“Either you give in to ultimatums or you opt for democracy.” With that, Greek prime minister Alexis Tsipras encouraged citizens to pass judgment on the country’s latest bailout deal in a referendum this weekend. There’s just one snag: The offer has expired and Greece’s lenders say it is no longer valid.
That makes the prime minister’s high-minded appeal to democracy ring hollow. After all, nobody is quite sure what they’re voting on. In the meantime, the referendum gambit has cut Athens loose from its rescue program, forcing it to default on the IMF and close banks to conserve cash.

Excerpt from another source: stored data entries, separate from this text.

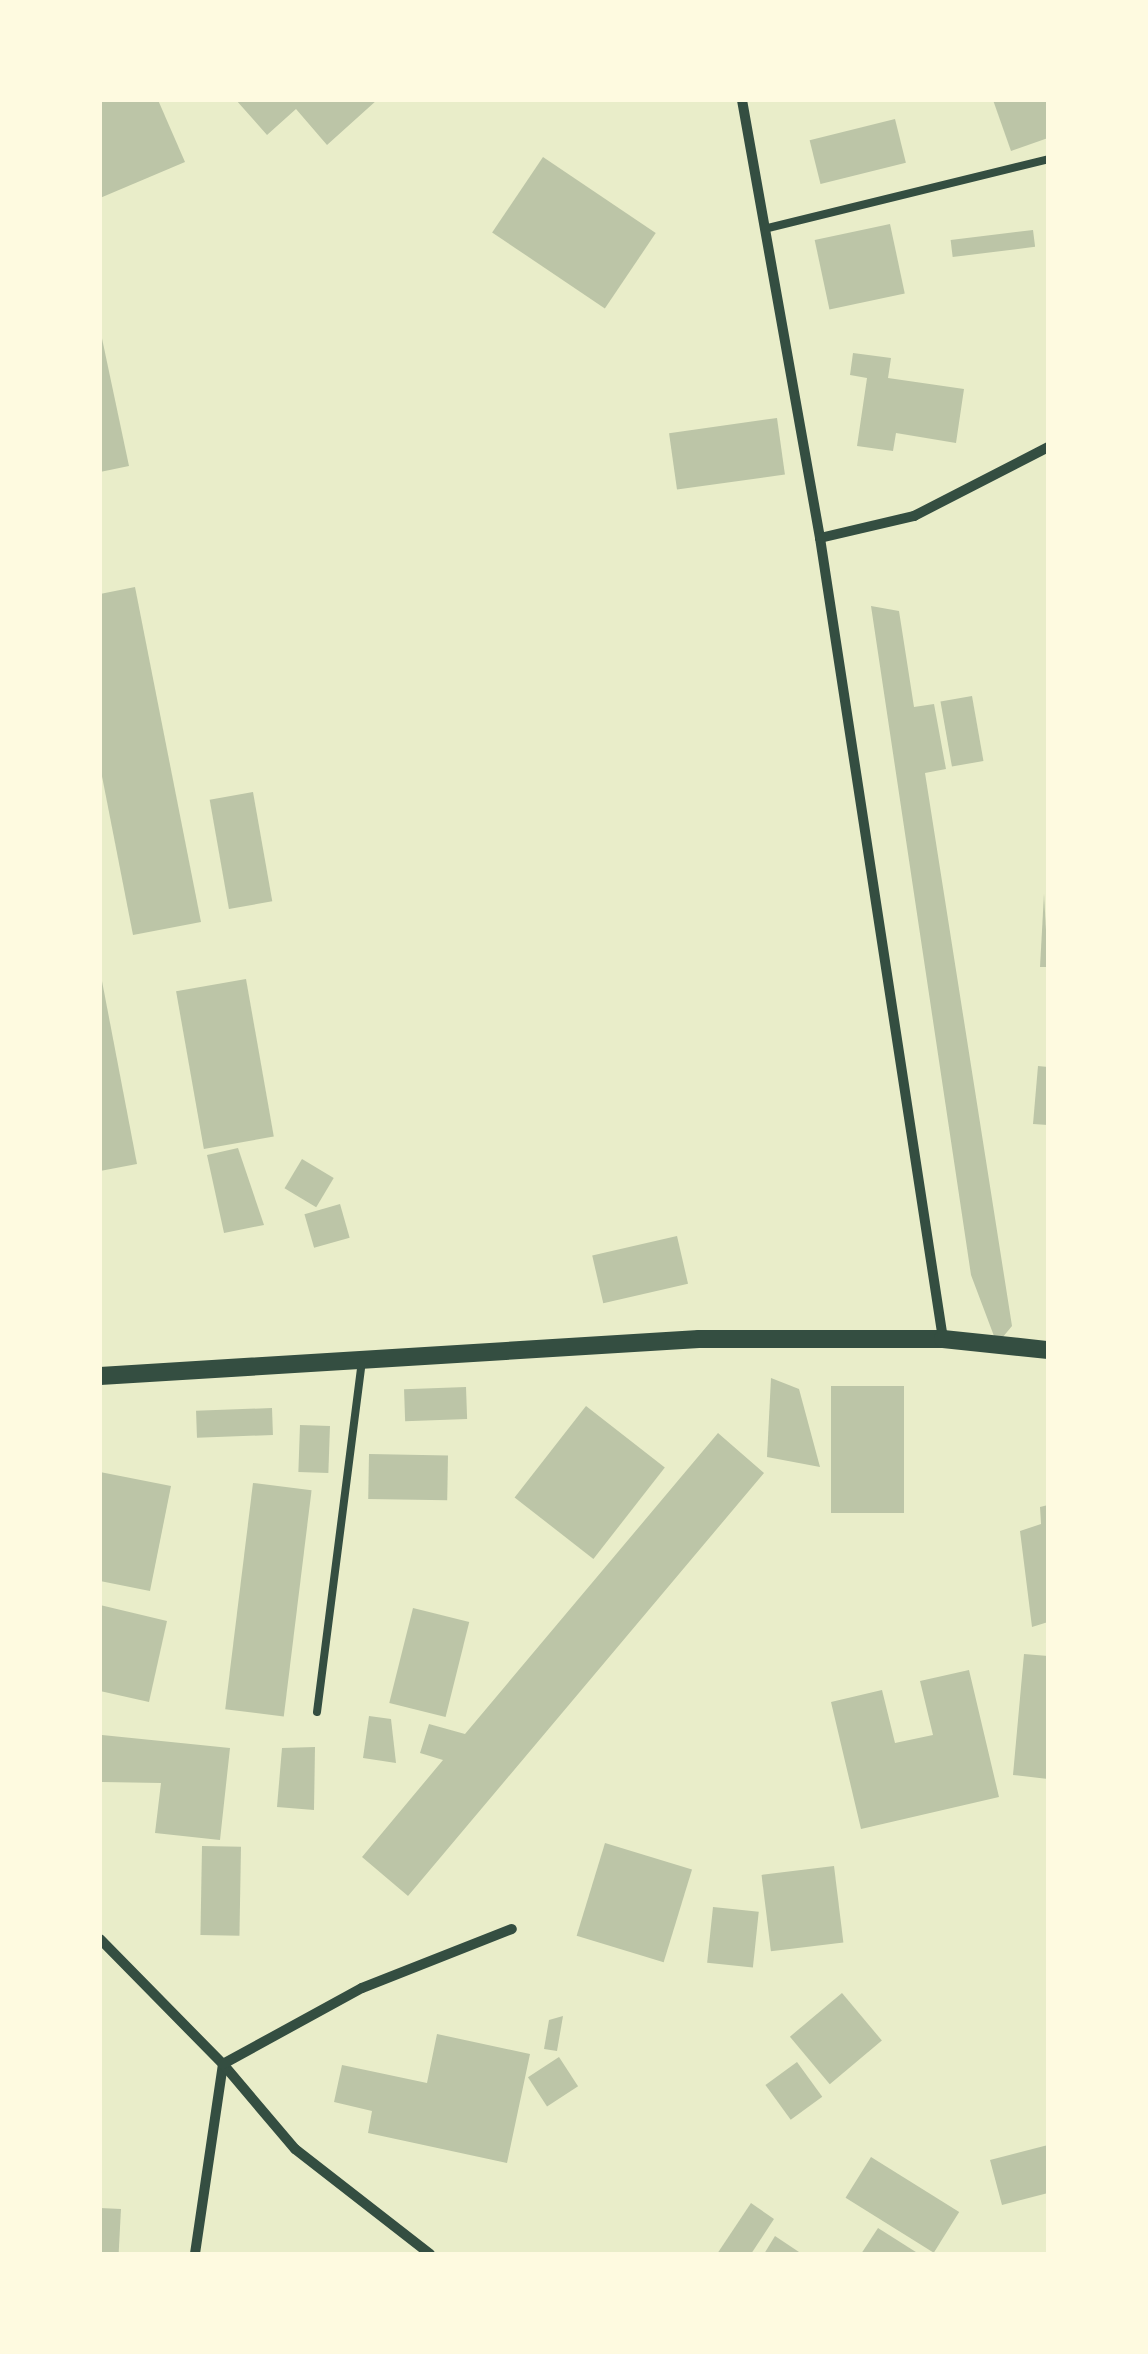 <!DOCTYPE html>
<style>
body{margin:0}
#map{position:relative;width:1148px;height:2354px;overflow:hidden;background:#e9edc9;font-family:"Roboto Condensed",sans-serif}
div>[style]{position:absolute}
[style*='--x']{left:calc(var(--x)*1px);top:calc(var(--y)*1px);width:calc(var(--w)*1px);rotate:calc(var(--a)*1deg)}
.building>*{inset:0;background:#bcc5a7;transform-origin:0 0}
.service>*{height:8px;margin:-4px;padding:0 4px;transform-origin:4px;border-radius:4px;background:#344e41}
.minor>*{height:10px;margin:-5px;padding:0 5px;transform-origin:5px;border-radius:5px;background:#344e41}
.tertiary>*{height:18px;margin:-9px;padding:0 9px;transform-origin:9px;border-radius:9px;background:#344e41}
span{translate:-50% -50%;white-space:nowrap;text-align:center;line-height:1.15;-webkit-text-stroke:10px #fefae0;paint-order:stroke}
.frame{position:absolute;inset:0;border:102px solid #fefae0;pointer-events:none}
</style>
<div id="map">
<div class="building">
<i style="clip-path:polygon(100px 100px,158px 100px,185px 162px,100px 198px)"></i>
<i style="clip-path:polygon(236px 100px,377px 100px,327px 145px,296px 109px,267px 135px)"></i>
<i style="clip-path:polygon(993px 100px,1048px 100px,1048px 138px,1011px 151px)"></i>
<i style="left:895px;top:119px;width:45px;height:88px;rotate:76deg"></i>
<i style="left:543px;top:157px;width:136px;height:91px;rotate:34deg"></i>
<i style="left:890px;top:224px;width:71px;height:77px;rotate:78deg"></i>
<i style="left:1033px;top:230px;width:17px;height:83px;rotate:83deg"></i>
<i style="clip-path:polygon(100px 329px,129px 466px,100px 472px)"></i>
<i style="clip-path:polygon(853px 353px,891px 358px,888px 378px,964px 389px,956px 443px,896px 433px,893px 451px,857px 446px,867px 378px,850px 375px)"></i>
<i style="left:777px;top:418px;width:57px;height:109px;rotate:82deg"></i>
<i style="clip-path:polygon(135px 587px,201px 922px,133px 935px,100px 766px,100px 594px)"></i>
<i style="clip-path:polygon(871px 606px,899px 611px,914px 707px,934px 704px,946px 769px,925px 773px,1012px 1326px,997px 1344px,971px 1275px)"></i>
<i style="left:972px;top:696px;width:66px;height:32px;rotate:80deg"></i>
<i style="left:253px;top:792px;width:111px;height:44px;rotate:80deg"></i>
<i style="clip-path:polygon(1044px 894px,1048px 967px,1040px 967px)"></i>
<i style="left:246px;top:979px;width:160px;height:71px;rotate:80deg"></i>
<i style="clip-path:polygon(102px 981px,137px 1164px,100px 1171px,100px 982px)"></i>
<i style="clip-path:polygon(1038px 1066px,1048px 1067px,1048px 1125px,1033px 1124px)"></i>
<i style="clip-path:polygon(238px 1148px,264px 1225px,224px 1233px,207px 1155px)"></i>
<i style="left:302px;top:1159px;width:37px;height:34px;rotate:31deg"></i>
<i style="left:340px;top:1204px;width:35px;height:37px;rotate:74deg"></i>
<i style="left:677px;top:1236px;width:49px;height:87px;rotate:77deg"></i>
<i style="clip-path:polygon(771px 1378px,799px 1389px,820px 1467px,767px 1457px)"></i>
<i style="left:831px;top:1386px;width:73px;height:127px"></i>
<i style="left:466px;top:1387px;width:32px;height:62px;rotate:88deg"></i>
<i style="left:586px;top:1406px;width:100px;height:116px;rotate:38deg"></i>
<i style="left:272px;top:1408px;width:27px;height:76px;rotate:88deg"></i>
<i style="left:300px;top:1425px;width:30px;height:47px;rotate:2deg"></i>
<i style="clip-path:polygon(718px 1433px,764px 1473px,408px 1896px,362px 1857px,443px 1760px,420px 1753px,429px 1724px,465px 1734px)"></i>
<i style="left:369px;top:1454px;width:79px;height:45px;rotate:1deg"></i>
<i style="clip-path:polygon(100px 1472px,171px 1486px,150px 1591px,100px 1581px)"></i>
<i style="left:253px;top:1483px;width:59px;height:228px;rotate:7deg"></i>
<i style="clip-path:polygon(1048px 1505px,1048px 1622px,1032px 1627px,1020px 1531px,1041px 1524px,1040px 1507px)"></i>
<i style="clip-path:polygon(100px 1605px,167px 1621px,149px 1702px,100px 1691px)"></i>
<i style="left:413px;top:1608px;width:58px;height:98px;rotate:14deg"></i>
<i style="clip-path:polygon(1024px 1654px,1048px 1656px,1048px 1779px,1013px 1775px)"></i>
<i style="clip-path:polygon(969px 1670px,999px 1797px,861px 1829px,831px 1702px,882px 1690px,895px 1743px,933px 1735px,920px 1681px)"></i>
<i style="clip-path:polygon(369px 1716px,391px 1719px,396px 1763px,363px 1758px)"></i>
<i style="clip-path:polygon(102px 1735px,230px 1748px,220px 1840px,155px 1833px,161px 1783px,102px 1782px)"></i>
<i style="clip-path:polygon(315px 1747px,314px 1810px,277px 1807px,282px 1748px)"></i>
<i style="left:605px;top:1843px;width:91px;height:97px;rotate:17deg"></i>
<i style="left:202px;top:1846px;width:39px;height:89px;rotate:1deg"></i>
<i style="left:834px;top:1866px;width:77px;height:73px;rotate:83deg"></i>
<i style="left:713px;top:1907px;width:46px;height:56px;rotate:6deg"></i>
<i style="left:842px;top:1993px;width:62px;height:68px;rotate:50deg"></i>
<i style="clip-path:polygon(563px 2016px,557px 2051px,544px 2049px,549px 2020px)"></i>
<i style="clip-path:polygon(437px 2034px,530px 2054px,507px 2163px,368px 2133px,372px 2111px,334px 2102px,342px 2065px,427px 2083px)"></i>
<i style="left:559px;top:2057px;width:35px;height:37px;rotate:57deg"></i>
<i style="left:797px;top:2062px;width:43px;height:39px;rotate:54deg"></i>
<i style="clip-path:polygon(1048px 2145px,1048px 2193px,1002px 2205px,990px 2160px)"></i>
<i style="left:871px;top:2157px;width:104px;height:48px;rotate:32deg"></i>
<i style="clip-path:polygon(751px 2203px,774px 2219px,751px 2254px,717px 2254px)"></i>
<i style="left:100px;top:2208px;width:21px;height:46px;rotate:3deg"></i>
<i style="clip-path:polygon(878px 2228px,919px 2254px,861px 2254px)"></i>
<i style="clip-path:polygon(775px 2236px,802px 2254px,764px 2254px)"></i>
</div>
<div class="service">
<i style="--x:768;--y:228;--w:288;--a:-13.8"></i>
<i style="--x:317;--y:1712;--w:352;--a:-82.7"></i>
</div>
<div class="minor">
<i style="--x:742;--y:100;--w:445;--a:79.9"></i>
<i style="--x:820;--y:538;--w:810;--a:81.27"></i>
<i style="--x:820;--y:538;--w:97;--a:-13.2"></i>
<i style="--x:914;--y:516;--w:151;--a:-27.2"></i>
<i style="--x:100;--y:1939;--w:175;--a:45.5"></i>
<i style="--x:223;--y:2064;--w:192;--a:98.4"></i>
<i style="--x:430;--y:2254;--w:171;--a:-142.1"></i>
<i style="--x:295;--y:2149;--w:111;--a:-130.3"></i>
<i style="--x:223;--y:2064;--w:158;--a:-28.7"></i>
<i style="--x:362;--y:1988;--w:161;--a:-21.5"></i>
</div>
<div class="tertiary">
<i style="--x:100;--y:1376;--w:600;--a:-3.53"></i>
<i style="--x:699;--y:1339;--w:244;--a:0"></i>
<i style="--x:943;--y:1339;--w:106;--a:6"></i>
</div>
<div class="frame"></div>
</div>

Some things are too important to be left to voters. At least, that’s what Joschka Fischer, Germany’s former foreign minister, told a room of eurocrats (and this reporter) earlier this week. Few of the most important decisions in his country’s post-war history would have won a majority if put to a vote, he said. Why should Ireland’s pesky habit of rejecting EU treaty changes to rebuke the local government overturn the will of the entire bloc? And California is hardly the best-run state in the US because it relies so heavily on direct democracy—quite the opposite.

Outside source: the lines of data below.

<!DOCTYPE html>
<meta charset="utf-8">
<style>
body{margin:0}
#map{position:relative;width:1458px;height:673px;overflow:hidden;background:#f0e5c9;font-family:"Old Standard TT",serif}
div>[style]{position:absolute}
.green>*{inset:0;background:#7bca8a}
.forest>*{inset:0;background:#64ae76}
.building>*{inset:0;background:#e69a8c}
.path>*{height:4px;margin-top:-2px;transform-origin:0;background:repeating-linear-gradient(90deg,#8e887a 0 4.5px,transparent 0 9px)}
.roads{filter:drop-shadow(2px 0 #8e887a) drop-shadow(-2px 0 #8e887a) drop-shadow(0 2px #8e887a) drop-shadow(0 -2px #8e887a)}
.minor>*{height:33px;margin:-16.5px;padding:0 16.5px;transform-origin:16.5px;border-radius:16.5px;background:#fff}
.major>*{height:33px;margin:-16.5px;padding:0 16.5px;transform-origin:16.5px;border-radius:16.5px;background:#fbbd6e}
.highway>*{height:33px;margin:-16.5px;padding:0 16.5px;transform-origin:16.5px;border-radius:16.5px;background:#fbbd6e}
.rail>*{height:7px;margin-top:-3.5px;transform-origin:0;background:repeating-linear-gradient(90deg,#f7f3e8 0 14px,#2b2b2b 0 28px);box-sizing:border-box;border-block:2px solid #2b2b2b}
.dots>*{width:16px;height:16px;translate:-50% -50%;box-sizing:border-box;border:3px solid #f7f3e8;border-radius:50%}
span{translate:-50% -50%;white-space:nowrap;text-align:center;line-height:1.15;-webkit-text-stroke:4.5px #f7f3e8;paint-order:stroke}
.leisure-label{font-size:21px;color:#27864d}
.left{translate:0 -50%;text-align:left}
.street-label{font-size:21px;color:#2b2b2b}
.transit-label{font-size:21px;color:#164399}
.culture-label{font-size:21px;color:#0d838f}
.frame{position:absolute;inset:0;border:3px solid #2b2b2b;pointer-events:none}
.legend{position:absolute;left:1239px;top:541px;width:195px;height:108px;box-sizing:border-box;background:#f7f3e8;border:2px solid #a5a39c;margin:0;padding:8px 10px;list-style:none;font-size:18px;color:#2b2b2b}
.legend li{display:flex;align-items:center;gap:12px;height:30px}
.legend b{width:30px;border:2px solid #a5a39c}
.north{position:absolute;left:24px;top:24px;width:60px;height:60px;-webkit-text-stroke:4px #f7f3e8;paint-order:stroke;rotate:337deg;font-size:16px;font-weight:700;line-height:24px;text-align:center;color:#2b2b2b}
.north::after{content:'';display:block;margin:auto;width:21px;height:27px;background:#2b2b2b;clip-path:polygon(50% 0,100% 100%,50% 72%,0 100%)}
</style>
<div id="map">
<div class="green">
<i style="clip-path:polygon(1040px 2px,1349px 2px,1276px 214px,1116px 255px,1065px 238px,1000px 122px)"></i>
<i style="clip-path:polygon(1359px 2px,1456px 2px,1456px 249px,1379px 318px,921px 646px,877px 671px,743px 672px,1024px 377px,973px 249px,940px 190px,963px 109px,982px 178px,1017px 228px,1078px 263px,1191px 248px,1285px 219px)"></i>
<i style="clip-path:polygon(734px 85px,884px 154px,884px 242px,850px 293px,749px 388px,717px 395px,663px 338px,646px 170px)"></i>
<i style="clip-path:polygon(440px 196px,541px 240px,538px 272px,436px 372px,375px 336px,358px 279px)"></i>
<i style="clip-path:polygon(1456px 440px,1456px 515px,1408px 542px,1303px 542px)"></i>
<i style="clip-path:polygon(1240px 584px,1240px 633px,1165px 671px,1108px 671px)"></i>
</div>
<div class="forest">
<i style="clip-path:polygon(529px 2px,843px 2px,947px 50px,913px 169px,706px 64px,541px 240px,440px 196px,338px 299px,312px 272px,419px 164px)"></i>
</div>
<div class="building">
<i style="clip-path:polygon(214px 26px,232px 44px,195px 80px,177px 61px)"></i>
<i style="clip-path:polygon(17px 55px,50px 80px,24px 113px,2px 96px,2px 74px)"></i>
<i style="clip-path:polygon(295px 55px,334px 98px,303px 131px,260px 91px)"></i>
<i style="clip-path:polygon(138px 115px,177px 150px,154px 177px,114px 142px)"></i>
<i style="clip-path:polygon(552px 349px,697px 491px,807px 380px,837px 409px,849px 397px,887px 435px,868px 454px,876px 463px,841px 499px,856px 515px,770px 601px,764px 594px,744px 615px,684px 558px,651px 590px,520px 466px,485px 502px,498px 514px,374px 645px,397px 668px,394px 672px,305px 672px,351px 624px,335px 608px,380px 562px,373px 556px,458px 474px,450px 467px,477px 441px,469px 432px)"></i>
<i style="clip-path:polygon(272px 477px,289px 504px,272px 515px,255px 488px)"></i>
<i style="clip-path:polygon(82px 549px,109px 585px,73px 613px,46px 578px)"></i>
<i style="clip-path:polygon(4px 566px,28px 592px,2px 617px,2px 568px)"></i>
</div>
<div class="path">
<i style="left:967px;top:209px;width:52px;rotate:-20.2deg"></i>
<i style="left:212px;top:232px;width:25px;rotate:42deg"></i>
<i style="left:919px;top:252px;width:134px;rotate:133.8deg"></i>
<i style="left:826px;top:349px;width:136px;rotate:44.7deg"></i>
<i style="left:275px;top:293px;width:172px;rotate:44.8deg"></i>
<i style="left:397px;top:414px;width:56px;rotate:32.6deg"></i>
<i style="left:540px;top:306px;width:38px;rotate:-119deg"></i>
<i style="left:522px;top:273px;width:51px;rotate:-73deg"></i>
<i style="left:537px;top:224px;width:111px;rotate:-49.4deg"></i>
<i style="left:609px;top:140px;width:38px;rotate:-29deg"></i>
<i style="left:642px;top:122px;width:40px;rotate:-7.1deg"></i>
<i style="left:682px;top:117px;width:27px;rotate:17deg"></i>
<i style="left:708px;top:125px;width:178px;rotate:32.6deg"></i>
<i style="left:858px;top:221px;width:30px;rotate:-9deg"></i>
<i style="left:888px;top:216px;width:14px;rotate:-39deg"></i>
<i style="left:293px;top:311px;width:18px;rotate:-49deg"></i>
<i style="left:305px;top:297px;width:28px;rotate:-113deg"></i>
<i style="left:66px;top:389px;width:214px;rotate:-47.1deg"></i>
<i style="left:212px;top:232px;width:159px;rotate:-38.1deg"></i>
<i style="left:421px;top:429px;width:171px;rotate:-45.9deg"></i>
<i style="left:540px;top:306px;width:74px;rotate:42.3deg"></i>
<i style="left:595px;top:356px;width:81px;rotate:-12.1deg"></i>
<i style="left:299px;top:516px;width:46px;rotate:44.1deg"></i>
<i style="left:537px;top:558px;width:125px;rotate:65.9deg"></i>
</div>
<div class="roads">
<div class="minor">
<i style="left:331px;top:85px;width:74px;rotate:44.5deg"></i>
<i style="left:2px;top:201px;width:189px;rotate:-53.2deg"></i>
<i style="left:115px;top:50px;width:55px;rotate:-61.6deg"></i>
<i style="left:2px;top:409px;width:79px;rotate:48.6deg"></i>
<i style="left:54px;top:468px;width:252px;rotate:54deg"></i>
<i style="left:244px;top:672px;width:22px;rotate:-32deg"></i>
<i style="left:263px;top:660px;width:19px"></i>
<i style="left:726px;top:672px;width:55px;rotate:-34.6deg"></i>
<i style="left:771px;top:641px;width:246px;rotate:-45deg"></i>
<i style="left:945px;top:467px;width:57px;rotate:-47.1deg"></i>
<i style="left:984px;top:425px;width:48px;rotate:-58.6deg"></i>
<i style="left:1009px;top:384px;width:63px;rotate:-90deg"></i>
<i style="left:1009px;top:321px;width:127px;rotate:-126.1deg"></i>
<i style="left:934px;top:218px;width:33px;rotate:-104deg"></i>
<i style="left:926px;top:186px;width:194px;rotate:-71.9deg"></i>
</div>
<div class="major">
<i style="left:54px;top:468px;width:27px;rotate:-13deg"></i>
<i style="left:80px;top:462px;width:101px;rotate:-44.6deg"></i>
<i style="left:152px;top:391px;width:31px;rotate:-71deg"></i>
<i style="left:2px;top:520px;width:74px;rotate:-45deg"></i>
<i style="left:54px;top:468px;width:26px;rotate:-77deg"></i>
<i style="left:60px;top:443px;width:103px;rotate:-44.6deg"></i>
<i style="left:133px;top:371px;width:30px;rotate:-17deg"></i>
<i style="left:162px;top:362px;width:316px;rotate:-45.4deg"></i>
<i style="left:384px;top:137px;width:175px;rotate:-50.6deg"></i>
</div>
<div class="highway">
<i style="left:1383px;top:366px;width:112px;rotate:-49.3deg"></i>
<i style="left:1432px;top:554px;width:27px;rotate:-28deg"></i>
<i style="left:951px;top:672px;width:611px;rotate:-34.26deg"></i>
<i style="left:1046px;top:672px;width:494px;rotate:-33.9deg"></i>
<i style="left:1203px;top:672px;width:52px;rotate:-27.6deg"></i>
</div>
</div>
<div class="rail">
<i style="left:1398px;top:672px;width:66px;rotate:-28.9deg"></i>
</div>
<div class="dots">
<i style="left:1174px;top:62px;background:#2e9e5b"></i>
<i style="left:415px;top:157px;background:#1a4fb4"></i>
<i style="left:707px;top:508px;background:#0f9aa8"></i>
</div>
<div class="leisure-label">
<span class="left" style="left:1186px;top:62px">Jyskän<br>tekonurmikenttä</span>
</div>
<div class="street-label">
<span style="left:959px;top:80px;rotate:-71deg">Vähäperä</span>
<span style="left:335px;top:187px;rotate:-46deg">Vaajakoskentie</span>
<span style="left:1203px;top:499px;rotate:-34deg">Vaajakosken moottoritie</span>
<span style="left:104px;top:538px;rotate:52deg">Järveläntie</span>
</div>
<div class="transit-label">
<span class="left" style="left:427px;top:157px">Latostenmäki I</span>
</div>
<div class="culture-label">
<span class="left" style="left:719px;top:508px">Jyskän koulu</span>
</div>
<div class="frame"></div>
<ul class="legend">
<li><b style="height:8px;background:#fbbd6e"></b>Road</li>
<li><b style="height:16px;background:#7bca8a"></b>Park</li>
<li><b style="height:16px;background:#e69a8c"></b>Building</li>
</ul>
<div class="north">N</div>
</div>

Mix in money, and things get trickier still. Bo Lundgren, the architect of Sweden’s much admired bank bailout program in the early 1990s, says that voters would have never approved of his government’s moves if they asked for it. Former US treasury secretary Tim Geithner offered a similar analysis of his efforts to clean up the country’s subprime mess: “You have to do things that are going to be fundamentally impossible to explain to people.”
In short, those who earn the people’s mandate should know when to lead and when to follow. Tsipras has punted a tough decision to his people, when history suggests that it requires brave, proactive, and potentially unpopular leadership. Too little democracy is a bad thing, of course, but so is too much of it.